Towards AI-Assisted Immersive Learning:Factor Analysis of Learning Effect in K-CubeEdu-Metaverse
Ye Jia, Chen Li, Zackary P. T. Sin, Wang, Xiangzhi Eric, Jiongning Lian, Peter H. F. Ng, Xiao Huang, George Baciu, Cao, Jiannong, Qing Li
IEEE International Conference on Metaverse 2025 (2025)

Abstract
This study examines the impact of an AI-powered Virtual Teaching Assistant (NivTA) within a VR-based Edu-Metaverse (K-Cube), highlighting the roles of social presence, trust, and engagement in shaping learning outcomes. Grounded in Social Presence Theory, the Uses and Gratifications framework, and the Cognitive-Affective Theory of Learning with Media (CASTLE), our AI-Assisted Immersive Learning Framework emphasizes both cognitive and affective dimensions. A user study with 21 participants in a Cave Automatic Virtual Environment (CAVE) setting collected quantitative and qualitative data on trust, social presence, engagement, workload, and learning performance.
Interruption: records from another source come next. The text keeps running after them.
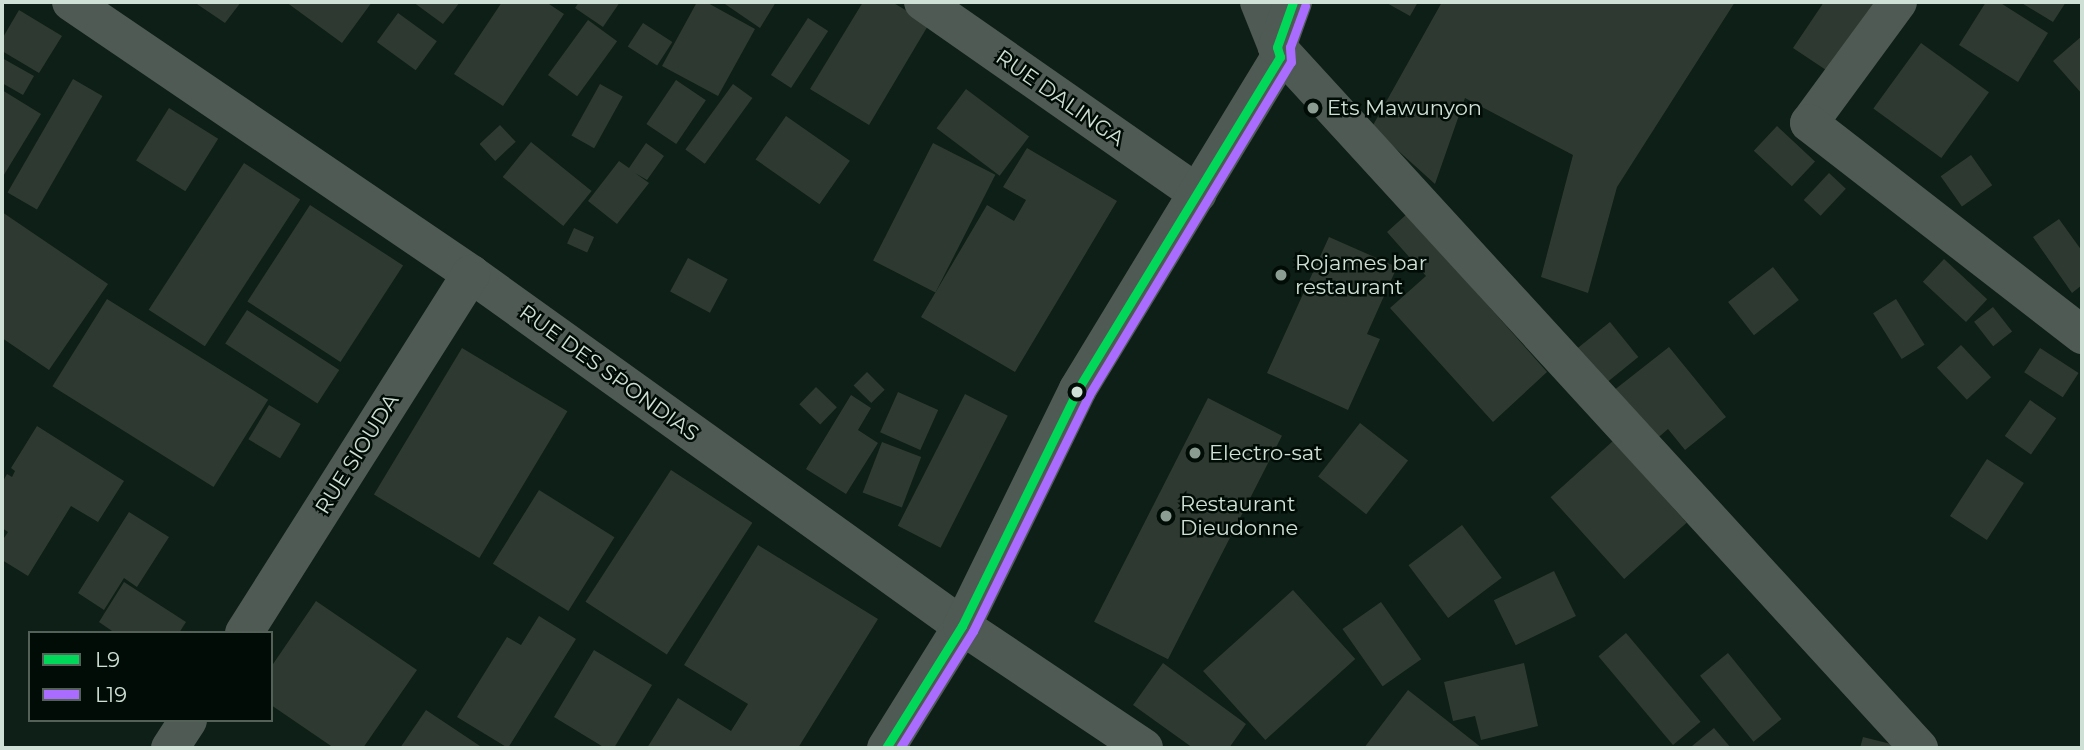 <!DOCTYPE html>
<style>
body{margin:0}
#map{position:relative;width:2084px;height:750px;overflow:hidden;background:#0d1f16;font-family:Montserrat,sans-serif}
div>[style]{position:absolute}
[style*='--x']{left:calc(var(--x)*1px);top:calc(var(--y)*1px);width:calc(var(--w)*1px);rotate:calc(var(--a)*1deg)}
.building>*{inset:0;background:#2e3a31;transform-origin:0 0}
.street>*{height:38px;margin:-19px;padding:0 19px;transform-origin:19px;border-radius:19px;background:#4e5a53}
.secondary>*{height:38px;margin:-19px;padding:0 19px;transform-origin:19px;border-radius:19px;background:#4e5a53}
.bus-1>*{height:9px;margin:-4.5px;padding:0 4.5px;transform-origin:4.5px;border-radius:4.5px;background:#01d758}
.bus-2>*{height:9px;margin:-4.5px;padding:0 4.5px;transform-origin:4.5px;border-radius:4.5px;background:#a96cfe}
.dots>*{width:19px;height:19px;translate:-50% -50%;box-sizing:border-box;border:4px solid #020c06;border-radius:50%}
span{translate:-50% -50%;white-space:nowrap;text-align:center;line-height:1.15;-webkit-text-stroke:5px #020c06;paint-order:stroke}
.street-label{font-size:21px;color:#cfe1d6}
.poi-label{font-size:21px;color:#cfe1d6}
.left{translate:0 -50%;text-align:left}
.frame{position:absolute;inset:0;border:4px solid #cfe1d6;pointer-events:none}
.legend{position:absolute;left:28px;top:631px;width:245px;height:91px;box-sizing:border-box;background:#020c06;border:2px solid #546159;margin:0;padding:9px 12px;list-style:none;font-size:21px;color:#cfe1d6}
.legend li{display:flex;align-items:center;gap:14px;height:35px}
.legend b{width:35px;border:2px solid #546159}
</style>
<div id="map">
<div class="building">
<div style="clip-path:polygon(194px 2px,241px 2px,225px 23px)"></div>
<div style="clip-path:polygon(286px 2px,372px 2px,342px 43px)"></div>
<div style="clip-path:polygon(413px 2px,460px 2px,443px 24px)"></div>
<div style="clip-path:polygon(502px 2px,546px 2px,564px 14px,503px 106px,454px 74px)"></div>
<div style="clip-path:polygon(579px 2px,620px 2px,603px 27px,575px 8px)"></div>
<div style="clip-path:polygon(697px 2px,706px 2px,755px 29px,718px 96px,662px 66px)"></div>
<div style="clip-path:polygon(722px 2px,776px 2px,760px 28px)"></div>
<div style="clip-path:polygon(863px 2px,892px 2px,929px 24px,869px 125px,810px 89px)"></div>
<div style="clip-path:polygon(1385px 2px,1418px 2px,1410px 16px)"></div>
<div style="clip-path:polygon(1442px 2px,1735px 2px,1617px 187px,1588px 293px,1541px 277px,1573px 155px,1465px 98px,1435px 184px,1372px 127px)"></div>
<div style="clip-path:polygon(1824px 2px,1888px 2px,1838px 78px,1793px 48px)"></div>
<div style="clip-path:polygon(1986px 2px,1999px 2px,2048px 33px,2018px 82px,1959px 45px)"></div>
<div style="clip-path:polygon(2020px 2px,2066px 2px,2053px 22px)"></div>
<div style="clip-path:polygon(19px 10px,62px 36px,39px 73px,2px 51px,2px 39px)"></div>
<div style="left:398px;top:13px;width:48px;height:36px;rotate:36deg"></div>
<div style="left:808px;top:18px;width:24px;height:68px;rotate:33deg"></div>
<div style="left:588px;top:20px;width:36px;height:68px;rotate:36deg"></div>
<div style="left:643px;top:23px;width:35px;height:28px;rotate:33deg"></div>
<div style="clip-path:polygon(2082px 36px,2082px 94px,2053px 61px)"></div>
<div style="left:1921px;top:43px;width:84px;height:81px;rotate:36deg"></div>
<div style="clip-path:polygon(2px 58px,34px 76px,23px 95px,2px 83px)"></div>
<div style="left:73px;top:79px;width:34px;height:131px;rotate:30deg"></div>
<div style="left:676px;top:80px;width:36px;height:53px;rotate:34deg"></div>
<div style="left:600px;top:84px;width:26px;height:59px;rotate:29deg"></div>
<div style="left:733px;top:84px;width:24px;height:81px;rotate:36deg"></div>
<div style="left:966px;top:89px;width:79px;height:49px;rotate:37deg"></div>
<div style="clip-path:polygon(2px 90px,41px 114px,2px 178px)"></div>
<div style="left:169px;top:108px;width:58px;height:62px;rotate:32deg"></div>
<div style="left:786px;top:116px;width:78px;height:53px;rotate:35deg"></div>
<div style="left:500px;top:125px;width:23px;height:28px;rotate:47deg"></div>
<div style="left:1777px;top:126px;width:52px;height:34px;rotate:43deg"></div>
<div style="left:531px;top:142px;width:78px;height:45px;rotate:39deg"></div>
<div style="clip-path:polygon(646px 143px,664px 156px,647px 180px,635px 173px,649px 183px,617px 224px,588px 201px,619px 161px,629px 168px)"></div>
<div style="left:933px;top:143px;width:70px;height:132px;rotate:27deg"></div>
<div style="clip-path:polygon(1027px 148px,1117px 201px,1015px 372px,921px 317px,987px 205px,1014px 221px,1026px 200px,1003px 187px)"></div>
<div style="left:1971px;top:155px;width:37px;height:37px;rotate:55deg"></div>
<div style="left:244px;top:163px;width:67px;height:175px;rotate:33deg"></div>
<div style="left:1829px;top:173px;width:23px;height:37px;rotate:43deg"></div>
<div style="left:310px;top:205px;width:111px;height:115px;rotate:33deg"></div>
<div style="clip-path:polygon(2px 212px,108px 284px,49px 370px,2px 338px)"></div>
<div style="clip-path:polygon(1407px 214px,1547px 372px,1493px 422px,1390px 308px,1426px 276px,1387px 232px)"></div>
<div style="clip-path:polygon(2059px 219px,2082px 251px,2082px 285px,2072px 293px,2033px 237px)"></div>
<div style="left:574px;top:228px;width:22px;height:17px;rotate:24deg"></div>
<div style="clip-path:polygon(1329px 237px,1397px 267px,1367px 334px,1380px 339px,1348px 410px,1267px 373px)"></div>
<div style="left:688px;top:258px;width:45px;height:38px;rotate:28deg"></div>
<div style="left:1944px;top:259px;width:59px;height:31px;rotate:43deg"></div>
<div style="left:1773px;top:267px;width:42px;height:57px;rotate:52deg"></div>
<div style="left:107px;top:299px;width:190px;height:103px;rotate:32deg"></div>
<div style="left:1896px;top:299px;width:54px;height:27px;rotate:58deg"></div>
<div style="left:1993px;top:307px;width:31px;height:24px;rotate:52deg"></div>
<div style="left:247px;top:310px;width:110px;height:40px;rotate:33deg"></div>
<div style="left:1610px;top:322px;width:45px;height:45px;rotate:51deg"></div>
<div style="left:1961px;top:345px;width:44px;height:33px;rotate:47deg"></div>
<div style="clip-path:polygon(1669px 347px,1726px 417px,1685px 450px,1668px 429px,1653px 442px,1613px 391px)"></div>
<div style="left:462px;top:348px;width:123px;height:171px;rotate:31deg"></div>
<div style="left:2040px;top:348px;width:46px;height:29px;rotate:33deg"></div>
<div style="left:867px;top:372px;width:25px;height:19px;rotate:45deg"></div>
<div style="left:816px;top:387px;width:29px;height:24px;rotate:44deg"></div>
<div style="left:898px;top:392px;width:44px;height:44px;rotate:24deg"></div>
<div style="left:965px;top:394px;width:48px;height:148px;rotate:27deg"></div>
<div style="clip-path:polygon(851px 395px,871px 408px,858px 430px,878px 443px,846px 494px,806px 469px)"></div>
<div style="left:1208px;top:398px;width:83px;height:251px;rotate:27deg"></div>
<div style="left:2030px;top:400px;width:32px;height:44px;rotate:35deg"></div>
<div style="left:269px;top:405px;width:37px;height:40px;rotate:31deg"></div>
<div style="left:1360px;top:423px;width:61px;height:68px;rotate:38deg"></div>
<div style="clip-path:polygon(37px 426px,124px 481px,98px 522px,71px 506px,28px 576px,2px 560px,2px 541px,8px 532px,2px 528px,2px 483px,7px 474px,12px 477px,15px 471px,11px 468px)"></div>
<div style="left:1613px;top:441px;width:110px;height:84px;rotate:48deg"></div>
<div style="left:882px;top:442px;width:42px;height:54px;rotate:21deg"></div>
<div style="left:1987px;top:459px;width:44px;height:68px;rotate:33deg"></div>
<div style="left:671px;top:470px;width:97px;height:157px;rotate:33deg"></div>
<div style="left:539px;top:490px;width:89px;height:87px;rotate:32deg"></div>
<div style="clip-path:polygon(129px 512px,169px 537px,137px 587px,124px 578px,104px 610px,78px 593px)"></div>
<div style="left:1462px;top:525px;width:66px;height:67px;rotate:53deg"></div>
<div style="clip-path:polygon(758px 545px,878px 619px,798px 748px,647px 748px,678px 698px,731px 731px,748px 704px,684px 665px)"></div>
<div style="left:1554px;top:571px;width:50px;height:67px;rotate:64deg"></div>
<div style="clip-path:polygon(124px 582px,186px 622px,179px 633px,115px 633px,99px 622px)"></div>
<div style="left:1293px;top:590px;width:93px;height:121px;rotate:48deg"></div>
<div style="clip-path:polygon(316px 601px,417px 670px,363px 748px,334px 748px,271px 705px,271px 667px)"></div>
<div style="left:1381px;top:602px;width:70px;height:47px;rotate:55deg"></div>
<div style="clip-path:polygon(539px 616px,576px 639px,508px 748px,457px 717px,507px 637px,521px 645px)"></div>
<div style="left:1626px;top:633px;width:116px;height:36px;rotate:50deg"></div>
<div style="clip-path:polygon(594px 650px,652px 685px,614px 748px,605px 748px,554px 717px)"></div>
<div style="left:1728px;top:653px;width:85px;height:36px;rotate:51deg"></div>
<div style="clip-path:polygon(1163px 663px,1246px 724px,1229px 748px,1193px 748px,1133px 705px)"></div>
<div style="clip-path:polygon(1524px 663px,1538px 726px,1481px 740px,1475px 716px,1453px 721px,1444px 682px)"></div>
<div style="clip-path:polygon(1408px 690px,1482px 748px,1364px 748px)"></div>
<div style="clip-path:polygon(426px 710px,483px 748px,400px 748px)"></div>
<div style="clip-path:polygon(1714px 728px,1731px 748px,1694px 748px,1692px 746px)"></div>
<div style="clip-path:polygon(1863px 737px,1899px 746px,1899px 748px,1860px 748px)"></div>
</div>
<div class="street">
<div style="--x:71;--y:2;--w:484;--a:34.2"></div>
<div style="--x:471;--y:274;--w:604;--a:35.64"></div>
<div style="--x:962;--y:626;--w:219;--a:33.8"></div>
<div style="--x:923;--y:2;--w:335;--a:34.9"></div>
<div style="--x:1259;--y:2;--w:48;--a:68.2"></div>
<div style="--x:1277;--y:47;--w:951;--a:47.52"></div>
<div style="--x:1898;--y:2;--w:150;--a:126.3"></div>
<div style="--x:1809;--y:123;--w:346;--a:37.8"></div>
<div style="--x:244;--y:633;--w:425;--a:-57.7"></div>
<div style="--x:170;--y:748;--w:33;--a:-57"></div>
</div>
<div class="secondary">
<div style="--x:886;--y:748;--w:144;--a:-58.1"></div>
<div style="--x:962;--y:626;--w:264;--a:-63.9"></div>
<div style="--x:1078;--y:389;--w:389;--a:-58.7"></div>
<div style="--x:1280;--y:57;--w:10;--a:-107"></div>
<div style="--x:1277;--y:47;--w:48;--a:-70.4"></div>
</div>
<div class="bus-1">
<div style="--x:886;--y:748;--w:144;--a:-58.1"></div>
<div style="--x:962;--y:626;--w:264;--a:-63.9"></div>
<div style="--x:1078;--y:389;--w:389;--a:-58.7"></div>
<div style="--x:1280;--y:57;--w:10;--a:-107"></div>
<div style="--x:1277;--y:47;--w:48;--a:-70.4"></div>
</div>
<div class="bus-2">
<div style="--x:900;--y:748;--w:138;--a:-58"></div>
<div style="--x:973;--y:631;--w:263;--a:-63.8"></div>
<div style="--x:1089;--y:395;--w:389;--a:-58.8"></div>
<div style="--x:1291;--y:62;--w:15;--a:-94"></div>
<div style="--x:1290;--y:47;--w:44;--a:-69.9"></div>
</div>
<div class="dots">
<div style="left:1313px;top:108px;background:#8b9d93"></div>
<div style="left:1281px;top:275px;background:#8b9d93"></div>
<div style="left:1077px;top:392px;background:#cfe1d6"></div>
<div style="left:1195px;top:453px;background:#8b9d93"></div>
<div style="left:1166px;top:516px;background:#8b9d93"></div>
</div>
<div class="street-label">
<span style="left:1060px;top:98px;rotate:35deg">RUE DALINGA</span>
<span style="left:609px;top:373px;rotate:36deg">RUE DES SPONDIAS</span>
<span style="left:357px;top:454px;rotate:-58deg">RUE SIOUDA</span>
</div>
<div class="poi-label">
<span class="left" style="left:1327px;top:108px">Ets Mawunyon</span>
<span class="left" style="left:1295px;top:275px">Rojames bar<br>restaurant</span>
<span class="left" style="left:1209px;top:453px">Electro-sat</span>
<span class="left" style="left:1180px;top:516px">Restaurant<br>Dieudonne</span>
</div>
<div class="frame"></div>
<ul class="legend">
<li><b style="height:9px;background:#01d758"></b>L9</li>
<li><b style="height:9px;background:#a96cfe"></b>L19</li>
</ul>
</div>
Partial Least Squares Structural Equation Modeling revealed that heightened social presence fosters trust, which in turn drives behavioral, cognitive, and affective engagement. Notably, cognitive social presence was directly linked to better knowledge test scores, while confidence in test responses stemmed primarily from all forms of engagement. Overall, these findings underscore the significance of nurturing trust and social presence to enhance learner engagement and outcomes in AI-driven immersive educational environments.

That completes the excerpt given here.